On Thu, 5 Oct 2023 15:45:38 -0600 Bob Proulx <b...@proulx.com> wrote:
Holger Levsen wrote: > Bob Proulx wrote: > > The introduction of systemctl is problematic especially when used in > > chroots. > > systemctl handles chroots, so can you elaborate on this?The policy-rc.d layer was created so that dpkg upgrading packages in chroots don't start daemons in the chroot that might be installed in the chroot but for which we don't want them to be running in the chroot. Unless we do. In either case we can control that using the policy-rc.d layer which is entered through the invoke-rc.d command. Therefore packaged actions such as from postinst and logrotate.d and should call through invoke-rc.d which might do nothing if policy-rc.d has been configured for them to do nothing. So that upgrading packages in a chroot won't start daemons there.
That so far is correct. The policy-rc.d/invoke-rc.d layer was designed having the package installation phase in mind, i.e. the use case for invoke-rc.d are maintainer scripts.
It was not meant as a general abstraction layer to start services, especially during boot, and also not during runtime outside a package installation context.

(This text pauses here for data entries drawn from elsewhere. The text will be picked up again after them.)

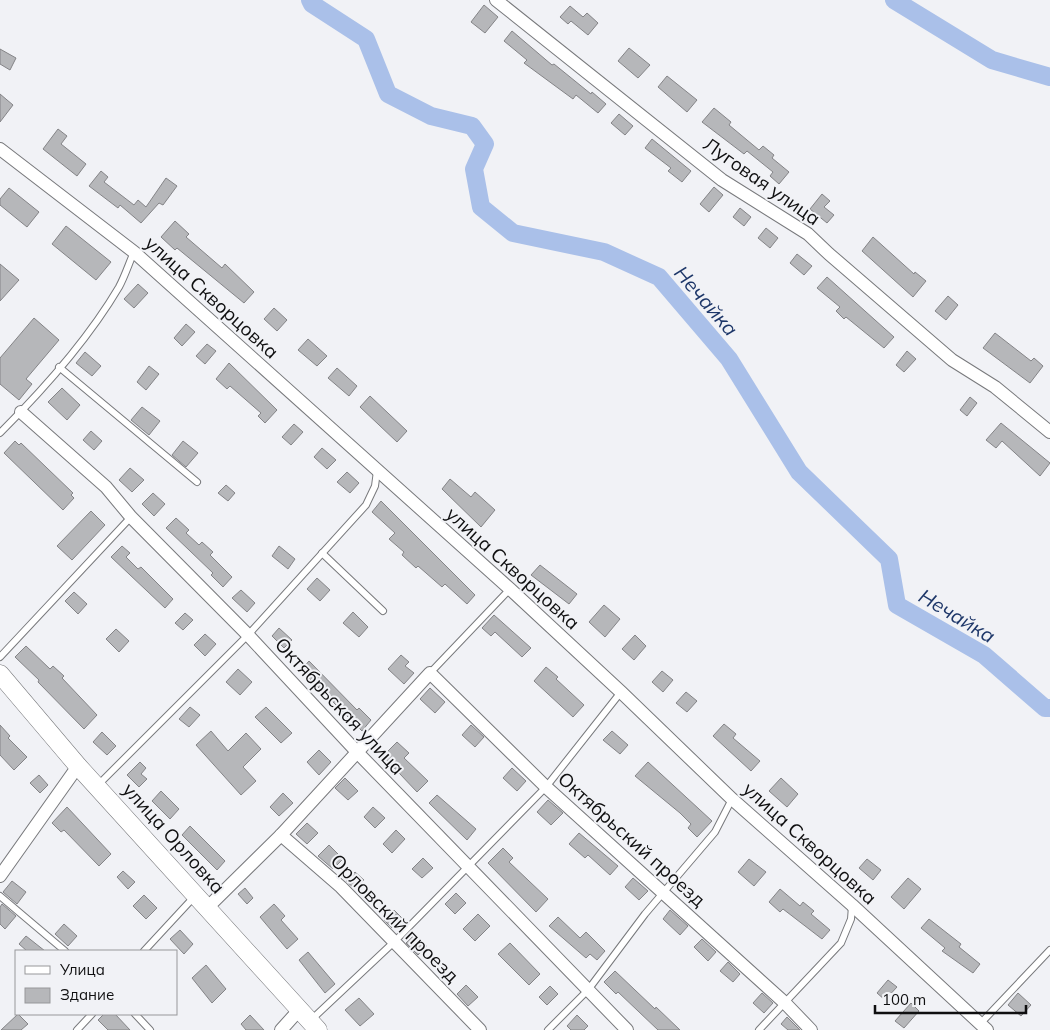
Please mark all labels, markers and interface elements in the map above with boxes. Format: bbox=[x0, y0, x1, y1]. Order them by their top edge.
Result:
street label: Луговая улица bbox=[699, 132, 825, 230]
street label: улица Скворцовка bbox=[140, 231, 284, 363]
water label: Нечайка bbox=[669, 260, 744, 341]
street label: улица Скворцовка bbox=[441, 502, 585, 634]
water label: Нечайка bbox=[915, 583, 1000, 648]
street label: Октябрьская улица bbox=[270, 632, 410, 780]
street label: Октябрьский проезд bbox=[553, 766, 711, 912]
street label: улица Скворцовка bbox=[738, 777, 882, 909]
street label: улица Орловка bbox=[118, 778, 230, 898]
street label: Орловский проезд bbox=[326, 849, 465, 988]
legend bbox=[15, 950, 178, 1015]
text: Улица bbox=[59, 960, 105, 979]
scale bar bbox=[875, 982, 1026, 1014]
text: Здание bbox=[60, 985, 114, 1004]
text: 100 m bbox=[882, 990, 926, 1009]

As you correctly noticed, in a chroot, you don't really want start any services. But for systemctl that is not an issue:
# systemctl start rsyslog Running in chroot, ignoring command 'start' # echo $? 0
[[Aside: Strangely the policy-rc.d layer controls a running system but not a booting system. An init system booting ignores the policy-rc.d layer entirely. I have seen systems, mostly virtualized, incorrectly configured with a policy-rc.d that prevents upgrades from (re)starting daemons but that boot and reboot okay. But then upgrades don't restart daemons due to the mistaken configuration. I think that is a hole in the design but a minor one that mostly is never encountered. Except I encountered it. Too funny!]]
As I explained above, the use case of policy-rc.d/invoke-rc.d is the context of the package installation, i.e. maintainer scripts.
That invoke-rc.d is used in hook scripts like logrotate is imho a misuse, as it was never designed with that use case in mind.
If you look more closely, you will find, that e.g. the postrotate scripts in logrotate uses a variety of approaches:
- calling /etc/init.d/foo <action> - calling service foo <action> - calling systemctl <action> foo - calling invoke-rc.d foo <action>It's a shortcoming of the debian policy that is not specified, what interface to use in such integration hooks/points.
Using invoke-rc.d instead of systemctl in munin-node is imho not justified by policy.
One could argue that invoke-rc.d gives you some kind of init independence, but that is merely accidental.